Work task
With the images left out, print every entry that follows exactly.

Entries supplied

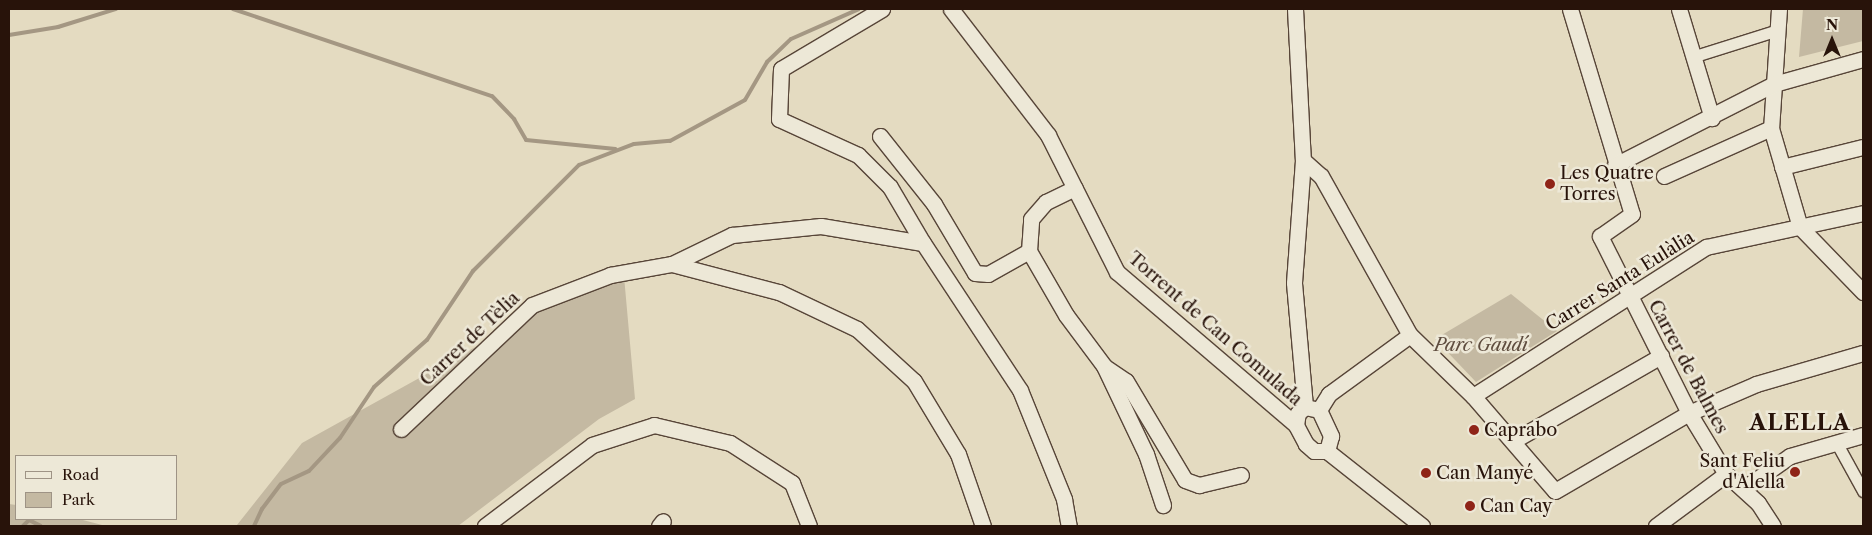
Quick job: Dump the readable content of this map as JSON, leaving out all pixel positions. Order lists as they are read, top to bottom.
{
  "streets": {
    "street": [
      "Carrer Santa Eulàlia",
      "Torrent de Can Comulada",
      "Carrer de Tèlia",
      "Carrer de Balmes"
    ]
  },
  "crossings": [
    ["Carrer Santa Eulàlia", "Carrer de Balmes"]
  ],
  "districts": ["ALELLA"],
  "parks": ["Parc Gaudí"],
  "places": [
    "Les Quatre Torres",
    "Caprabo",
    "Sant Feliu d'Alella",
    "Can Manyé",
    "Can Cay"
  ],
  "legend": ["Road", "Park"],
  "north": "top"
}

Solution for this task
Quick job: Dump the readable content of this map as JSON, leaving out all pixel positions. Order lists as they are read, top to bottom.
{
  "streets": {
    "street": [
      "Carrer Santa Eulàlia",
      "Torrent de Can Comulada",
      "Carrer de Tèlia",
      "Carrer de Balmes"
    ]
  },
  "crossings": [
    ["Carrer Santa Eulàlia", "Carrer de Balmes"]
  ],
  "districts": ["ALELLA"],
  "parks": ["Parc Gaudí"],
  "places": [
    "Les Quatre Torres",
    "Caprabo",
    "Sant Feliu d'Alella",
    "Can Manyé",
    "Can Cay"
  ],
  "legend": ["Road", "Park"],
  "north": "top"
}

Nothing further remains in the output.